Friday, December 31, 2010

Poetry Friday: Ringing in the New Year

Happy New Year's Eve from Chapel Hill! We're visiting my brother and his family -- enjoying all the comforts of a college town: great restaurants, great vintage shops (I scored a knee length leather jacket for $14), and a fun science center.

We are heading home in time to ring in the New Year tonight. Speaking of ringing, I just had a debate with another  poet over Edgar Allan Poe's "The Bells."

Fernando Quijano III (AKA Baltimore's The Word Pimp) performed the poem for Poetry Out Loud when he was in high school. The "tinkle tinkle tinkles" didn't take him to the next round of competition.

Which made me realize, "The Bells" is one of those love it or hate it kind of poems.
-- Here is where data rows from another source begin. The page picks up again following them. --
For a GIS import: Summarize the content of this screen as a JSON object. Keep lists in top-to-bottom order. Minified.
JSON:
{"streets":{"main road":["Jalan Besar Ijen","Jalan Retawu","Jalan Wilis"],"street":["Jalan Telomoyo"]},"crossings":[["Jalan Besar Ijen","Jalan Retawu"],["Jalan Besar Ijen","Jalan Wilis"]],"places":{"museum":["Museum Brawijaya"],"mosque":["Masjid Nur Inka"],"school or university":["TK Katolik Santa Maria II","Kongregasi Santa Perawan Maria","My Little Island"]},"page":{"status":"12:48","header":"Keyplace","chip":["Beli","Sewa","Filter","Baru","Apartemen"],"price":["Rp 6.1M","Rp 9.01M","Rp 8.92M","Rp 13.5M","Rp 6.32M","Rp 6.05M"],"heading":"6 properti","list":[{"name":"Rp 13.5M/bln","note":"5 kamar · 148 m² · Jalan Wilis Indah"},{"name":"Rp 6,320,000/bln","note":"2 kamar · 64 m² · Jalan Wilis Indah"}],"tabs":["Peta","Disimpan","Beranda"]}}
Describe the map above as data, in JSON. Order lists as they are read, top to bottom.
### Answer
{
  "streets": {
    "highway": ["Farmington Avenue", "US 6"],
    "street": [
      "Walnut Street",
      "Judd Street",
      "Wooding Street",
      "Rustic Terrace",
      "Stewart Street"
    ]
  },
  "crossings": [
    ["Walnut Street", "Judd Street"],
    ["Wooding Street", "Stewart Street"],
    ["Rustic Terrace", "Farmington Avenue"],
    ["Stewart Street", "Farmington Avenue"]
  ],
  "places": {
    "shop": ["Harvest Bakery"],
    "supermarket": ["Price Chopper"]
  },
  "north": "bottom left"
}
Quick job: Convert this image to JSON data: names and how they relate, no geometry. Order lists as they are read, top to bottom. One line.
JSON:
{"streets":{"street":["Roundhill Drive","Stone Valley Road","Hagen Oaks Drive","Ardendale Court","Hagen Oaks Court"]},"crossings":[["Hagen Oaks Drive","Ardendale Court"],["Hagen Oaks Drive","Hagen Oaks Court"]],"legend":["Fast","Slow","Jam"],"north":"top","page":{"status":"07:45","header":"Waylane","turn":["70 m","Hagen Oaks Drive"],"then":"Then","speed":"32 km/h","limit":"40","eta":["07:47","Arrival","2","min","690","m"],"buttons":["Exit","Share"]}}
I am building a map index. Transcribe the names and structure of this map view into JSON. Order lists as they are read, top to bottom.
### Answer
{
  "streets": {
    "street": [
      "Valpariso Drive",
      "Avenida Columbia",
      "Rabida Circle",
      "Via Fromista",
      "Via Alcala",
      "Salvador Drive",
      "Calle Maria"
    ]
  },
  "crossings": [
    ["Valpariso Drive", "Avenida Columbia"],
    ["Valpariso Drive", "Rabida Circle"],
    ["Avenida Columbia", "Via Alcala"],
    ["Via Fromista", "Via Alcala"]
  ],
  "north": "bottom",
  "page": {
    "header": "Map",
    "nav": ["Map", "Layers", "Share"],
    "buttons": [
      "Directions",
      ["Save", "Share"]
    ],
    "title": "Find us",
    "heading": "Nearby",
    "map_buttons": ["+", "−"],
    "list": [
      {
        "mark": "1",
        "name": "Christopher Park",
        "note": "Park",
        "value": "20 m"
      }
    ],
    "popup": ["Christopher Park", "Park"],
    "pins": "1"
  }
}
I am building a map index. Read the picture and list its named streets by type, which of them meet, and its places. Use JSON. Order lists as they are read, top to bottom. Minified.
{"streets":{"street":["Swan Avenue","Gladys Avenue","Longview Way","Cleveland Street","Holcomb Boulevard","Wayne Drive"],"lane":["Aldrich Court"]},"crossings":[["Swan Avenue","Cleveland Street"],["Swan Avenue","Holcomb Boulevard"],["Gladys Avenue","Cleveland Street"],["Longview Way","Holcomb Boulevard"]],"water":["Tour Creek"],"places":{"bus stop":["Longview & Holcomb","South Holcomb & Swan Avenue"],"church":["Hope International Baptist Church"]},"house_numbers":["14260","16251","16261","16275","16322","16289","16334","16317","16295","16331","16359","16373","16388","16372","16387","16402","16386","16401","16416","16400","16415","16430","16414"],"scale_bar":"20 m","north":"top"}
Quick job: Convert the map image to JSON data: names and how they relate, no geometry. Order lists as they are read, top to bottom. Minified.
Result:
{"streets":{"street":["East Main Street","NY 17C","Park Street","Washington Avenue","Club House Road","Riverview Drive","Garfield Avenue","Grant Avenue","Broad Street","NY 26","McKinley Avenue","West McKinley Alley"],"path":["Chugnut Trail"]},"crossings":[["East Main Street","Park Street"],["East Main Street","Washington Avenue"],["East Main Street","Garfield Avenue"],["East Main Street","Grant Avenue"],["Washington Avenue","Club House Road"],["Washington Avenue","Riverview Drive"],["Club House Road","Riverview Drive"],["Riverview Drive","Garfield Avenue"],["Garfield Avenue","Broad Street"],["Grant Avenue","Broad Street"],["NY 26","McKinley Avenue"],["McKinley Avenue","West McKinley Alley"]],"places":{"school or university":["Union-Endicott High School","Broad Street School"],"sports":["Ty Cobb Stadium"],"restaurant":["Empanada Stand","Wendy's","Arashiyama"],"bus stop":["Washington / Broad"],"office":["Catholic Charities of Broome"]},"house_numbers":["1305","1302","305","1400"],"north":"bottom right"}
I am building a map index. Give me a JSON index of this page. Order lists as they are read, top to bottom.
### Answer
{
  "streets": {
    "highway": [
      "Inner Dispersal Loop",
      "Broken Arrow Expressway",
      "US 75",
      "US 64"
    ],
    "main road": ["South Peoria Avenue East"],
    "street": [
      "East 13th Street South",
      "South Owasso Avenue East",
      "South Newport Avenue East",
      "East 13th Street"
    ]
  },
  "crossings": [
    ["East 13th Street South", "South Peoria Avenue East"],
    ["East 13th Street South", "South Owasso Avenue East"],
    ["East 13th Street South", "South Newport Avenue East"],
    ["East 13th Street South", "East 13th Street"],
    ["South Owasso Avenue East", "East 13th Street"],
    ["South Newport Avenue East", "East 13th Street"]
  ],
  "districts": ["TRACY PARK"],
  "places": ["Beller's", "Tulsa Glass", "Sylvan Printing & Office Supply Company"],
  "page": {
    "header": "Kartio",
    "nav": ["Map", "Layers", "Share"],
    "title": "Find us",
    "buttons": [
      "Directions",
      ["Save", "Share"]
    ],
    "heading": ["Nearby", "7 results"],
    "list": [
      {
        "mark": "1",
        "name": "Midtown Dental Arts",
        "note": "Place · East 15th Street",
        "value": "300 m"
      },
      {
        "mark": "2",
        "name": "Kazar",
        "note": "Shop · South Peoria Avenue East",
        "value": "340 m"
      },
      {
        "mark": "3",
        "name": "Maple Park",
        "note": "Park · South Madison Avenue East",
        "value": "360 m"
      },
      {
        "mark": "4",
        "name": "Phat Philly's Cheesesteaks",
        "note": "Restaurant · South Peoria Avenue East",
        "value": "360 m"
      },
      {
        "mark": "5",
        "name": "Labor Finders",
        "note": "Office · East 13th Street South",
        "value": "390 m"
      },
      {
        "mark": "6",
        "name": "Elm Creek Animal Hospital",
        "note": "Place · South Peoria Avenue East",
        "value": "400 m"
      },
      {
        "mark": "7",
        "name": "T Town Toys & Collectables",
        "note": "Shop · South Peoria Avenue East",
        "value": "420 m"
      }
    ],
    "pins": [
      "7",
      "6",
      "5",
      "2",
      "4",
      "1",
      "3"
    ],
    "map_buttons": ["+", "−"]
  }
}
I admit to being a hater. Until I read Sharon Creech's middle grade NIV, Love That Dog. In Creech's book, elementary schooler Jack digs the pure sounds of Poe's bell ringing.

Does "The Bells" ring your bell or give you a headache?



The Bells
 
by Edgar Allan Poe

I.
Hear the sledges with the bells--
             Silver bells!
What a world of merriment their melody foretells!
       How they tinkle, tinkle, tinkle,
           In the icy air of night!
       While the stars that oversprinkle
       All the heavens, seem to twinkle
           With a crystalline delight;
         Keeping time, time, time,
         In a sort of Runic rhyme,
To the tintinnabulation that so musically wells
    From the bells, bells, bells, bells,
               Bells, bells, bells--
  From the jingling and the tinkling of the bells.
 
II.
Hear the mellow wedding bells
             Golden bells!
What a world of happiness their harmony foretells!
       Through the balmy air of night
       How they ring out their delight!
           From the molten-golden notes,
               And all in tune,
           What a liquid ditty floats
    To the turtle-dove that listens, while she gloats
               On the moon!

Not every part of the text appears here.